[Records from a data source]
──────────────────────────────

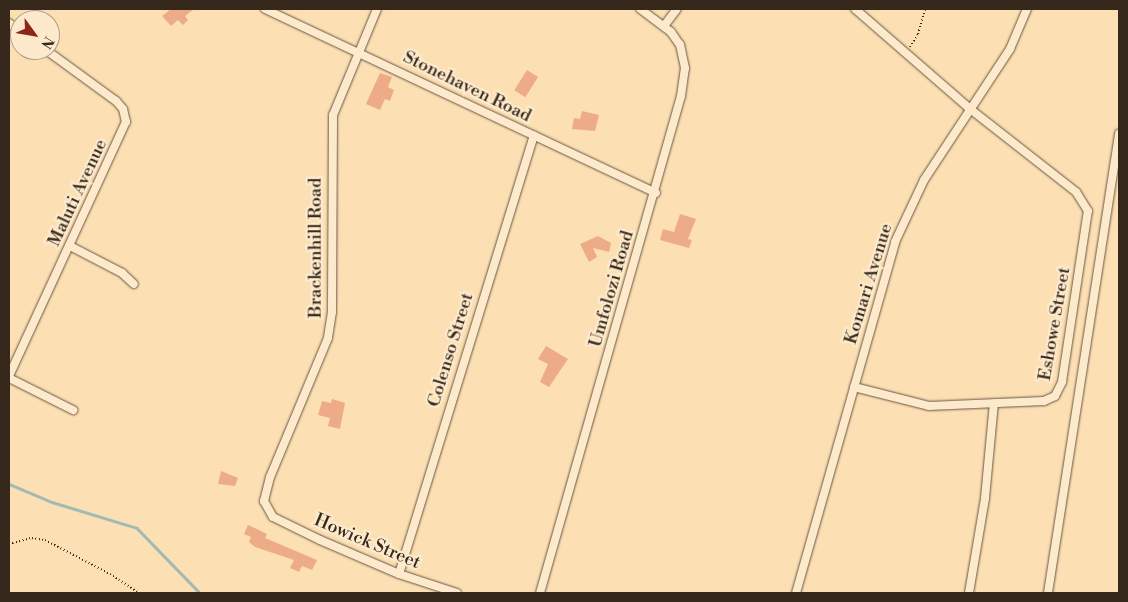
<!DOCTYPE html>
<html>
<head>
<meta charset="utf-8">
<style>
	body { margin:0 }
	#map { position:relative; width:1128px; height:602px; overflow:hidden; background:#fcdfb2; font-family:"Libre Bodoni",serif }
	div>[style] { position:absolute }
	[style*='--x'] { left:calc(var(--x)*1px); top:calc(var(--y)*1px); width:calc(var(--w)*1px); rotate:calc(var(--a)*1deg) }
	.stream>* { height:2.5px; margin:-1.25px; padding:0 1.25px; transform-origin:1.25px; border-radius:1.25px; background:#a1bbb4 }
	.building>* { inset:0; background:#edac87; transform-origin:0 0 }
	.path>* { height:2px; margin-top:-1px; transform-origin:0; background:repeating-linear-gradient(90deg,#36291c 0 1px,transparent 0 3.5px) }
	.roads { filter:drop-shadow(0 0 1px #685642) drop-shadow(0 0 1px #685642) }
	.street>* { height:8px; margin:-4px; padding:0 4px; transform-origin:4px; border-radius:4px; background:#fdeacd }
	span { translate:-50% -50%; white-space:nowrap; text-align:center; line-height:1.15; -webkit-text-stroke:4.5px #fdeacd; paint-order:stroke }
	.street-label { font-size:18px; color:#36291c }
	.frame { position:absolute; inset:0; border:10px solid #36291c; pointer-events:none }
	.north { position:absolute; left:10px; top:10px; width:50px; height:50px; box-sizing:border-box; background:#fdeacd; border:1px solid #ad9d86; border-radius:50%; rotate:122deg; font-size:14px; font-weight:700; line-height:20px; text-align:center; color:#36291c }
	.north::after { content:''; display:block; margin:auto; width:18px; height:22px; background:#8f2418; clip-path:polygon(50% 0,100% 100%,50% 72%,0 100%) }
</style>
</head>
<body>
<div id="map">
	<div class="stream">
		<i style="--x:9;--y:484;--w:47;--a:22.7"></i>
		<i style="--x:52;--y:502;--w:89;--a:17"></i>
		<i style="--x:137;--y:528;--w:91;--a:45.9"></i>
	</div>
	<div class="building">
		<i style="clip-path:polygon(171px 9px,194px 9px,185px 16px,188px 20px,183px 25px,178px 20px,171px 26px,162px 16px)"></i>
		<i style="left:527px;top:70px;width:13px;height:24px;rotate:32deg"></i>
		<i style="clip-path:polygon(380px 73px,392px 77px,388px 87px,394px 90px,390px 101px,385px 99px,380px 110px,366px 104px)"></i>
		<i style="clip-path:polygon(582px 111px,599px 115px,595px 131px,572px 129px,574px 118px,580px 119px)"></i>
		<i style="clip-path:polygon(680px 214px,696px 219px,688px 239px,692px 240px,689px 248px,660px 240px,663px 229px,674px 232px)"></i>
		<i style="clip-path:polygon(598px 236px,611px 243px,609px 252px,593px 248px,597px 257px,589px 262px,580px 244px)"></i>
		<i style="clip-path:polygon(546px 346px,568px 359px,549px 387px,540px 382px,548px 364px,538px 359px)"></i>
		<i style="clip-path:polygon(332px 399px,345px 403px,340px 429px,328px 426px,330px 418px,318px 415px,322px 401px,331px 403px)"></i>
		<i style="clip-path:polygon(221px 471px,238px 478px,235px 486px,218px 484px)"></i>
		<i style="clip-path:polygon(248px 525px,267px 534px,265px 538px,317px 560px,312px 570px,302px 566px,299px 572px,290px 568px,294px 560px,255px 547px,249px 542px,251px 537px,244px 534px)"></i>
	</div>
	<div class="path">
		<i style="--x:910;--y:47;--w:15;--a:-58"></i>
		<i style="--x:918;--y:34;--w:26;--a:-74"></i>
		<i style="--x:9;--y:544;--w:24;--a:-15"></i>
		<i style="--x:32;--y:538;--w:13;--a:9"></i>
		<i style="--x:45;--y:540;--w:73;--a:27.6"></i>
		<i style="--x:110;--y:574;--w:35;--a:33"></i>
	</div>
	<div class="roads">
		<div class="street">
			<i style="--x:265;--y:9;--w:432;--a:25.2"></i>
			<i style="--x:377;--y:9;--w:115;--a:112.5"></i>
			<i style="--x:333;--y:115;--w:197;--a:90.3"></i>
			<i style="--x:332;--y:312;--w:26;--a:99"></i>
			<i style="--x:328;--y:338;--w:151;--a:112.6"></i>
			<i style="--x:270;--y:477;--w:25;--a:104"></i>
			<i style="--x:264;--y:501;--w:18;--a:61"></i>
			<i style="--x:273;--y:517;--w:52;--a:26.1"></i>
			<i style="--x:320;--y:540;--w:86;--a:23.3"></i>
			<i style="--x:399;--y:574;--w:61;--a:18.1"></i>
			<i style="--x:9;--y:23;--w:14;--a:36"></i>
			<i style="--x:664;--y:26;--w:21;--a:-53"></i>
			<i style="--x:70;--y:246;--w:59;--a:27.4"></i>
			<i style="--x:122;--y:273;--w:16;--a:43"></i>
			<i style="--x:9;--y:376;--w:280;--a:-65.3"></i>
			<i style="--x:126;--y:122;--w:13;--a:-103"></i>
			<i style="--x:123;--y:109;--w:11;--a:-131"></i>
			<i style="--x:116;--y:101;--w:87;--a:-143.9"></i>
			<i style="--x:9;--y:378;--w:72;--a:26.6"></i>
			<i style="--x:854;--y:387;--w:77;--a:14.2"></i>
			<i style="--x:929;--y:406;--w:115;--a:-2.5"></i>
			<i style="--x:1044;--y:401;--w:12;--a:-24"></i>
			<i style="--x:1055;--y:396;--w:16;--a:-63"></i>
			<i style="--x:1062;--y:382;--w:173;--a:-81.4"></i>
			<i style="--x:1088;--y:211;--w:22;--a:-122"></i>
			<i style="--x:1076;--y:192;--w:136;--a:-141.9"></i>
			<i style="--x:969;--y:108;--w:151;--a:-139"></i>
			<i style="--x:399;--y:574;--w:459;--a:-72.9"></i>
			<i style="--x:540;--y:593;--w:517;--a:-74.16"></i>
			<i style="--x:681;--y:96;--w:28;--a:-82"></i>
			<i style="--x:685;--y:68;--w:24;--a:-102"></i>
			<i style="--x:680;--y:45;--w:16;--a:-125"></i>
			<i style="--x:671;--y:32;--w:39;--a:-143"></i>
			<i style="--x:796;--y:593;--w:365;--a:-74.2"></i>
			<i style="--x:895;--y:242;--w:68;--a:-64.9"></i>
			<i style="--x:924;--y:180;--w:157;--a:-56.7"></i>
			<i style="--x:1010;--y:49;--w:43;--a:-67"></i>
			<i style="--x:969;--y:593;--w:96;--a:-80.4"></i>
			<i style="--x:985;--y:498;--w:95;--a:-84.6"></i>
			<i style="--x:1048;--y:593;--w:465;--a:-81.2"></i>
		</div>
	</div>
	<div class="street-label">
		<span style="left:467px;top:87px;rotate:26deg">Stonehaven Road</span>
		<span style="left:78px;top:193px;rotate:-65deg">Maluti Avenue</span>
		<span style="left:316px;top:248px;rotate:-90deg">Brackenhill Road</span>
		<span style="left:869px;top:284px;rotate:-73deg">Komari Avenue</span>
		<span style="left:612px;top:289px;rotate:-74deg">Umfolozi Road</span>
		<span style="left:1055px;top:324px;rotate:-80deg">Eshowe Street</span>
		<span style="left:451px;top:350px;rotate:-73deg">Colenso Street</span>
		<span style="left:367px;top:542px;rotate:23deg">Howick Street</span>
	</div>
	<div class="frame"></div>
	<div class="north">N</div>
</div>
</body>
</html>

──────────────────────────────

=== What you will do ===
Both the first line of the records above and the line containing "translate:-50% -50%; white-space:nowrap;" belong in the copy; please return them and every line between, exactly, minus the pictures.

=== Finished task ===
<!DOCTYPE html>
<html>
<head>
<meta charset="utf-8">
<style>
	body { margin:0 }
	#map { position:relative; width:1128px; height:602px; overflow:hidden; background:#fcdfb2; font-family:"Libre Bodoni",serif }
	div>[style] { position:absolute }
	[style*='--x'] { left:calc(var(--x)*1px); top:calc(var(--y)*1px); width:calc(var(--w)*1px); rotate:calc(var(--a)*1deg) }
	.stream>* { height:2.5px; margin:-1.25px; padding:0 1.25px; transform-origin:1.25px; border-radius:1.25px; background:#a1bbb4 }
	.building>* { inset:0; background:#edac87; transform-origin:0 0 }
	.path>* { height:2px; margin-top:-1px; transform-origin:0; background:repeating-linear-gradient(90deg,#36291c 0 1px,transparent 0 3.5px) }
	.roads { filter:drop-shadow(0 0 1px #685642) drop-shadow(0 0 1px #685642) }
	.street>* { height:8px; margin:-4px; padding:0 4px; transform-origin:4px; border-radius:4px; background:#fdeacd }
	span { translate:-50% -50%; white-space:nowrap; text-align:center; line-height:1.15; -webkit-text-stroke:4.5px #fdeacd; paint-order:stroke }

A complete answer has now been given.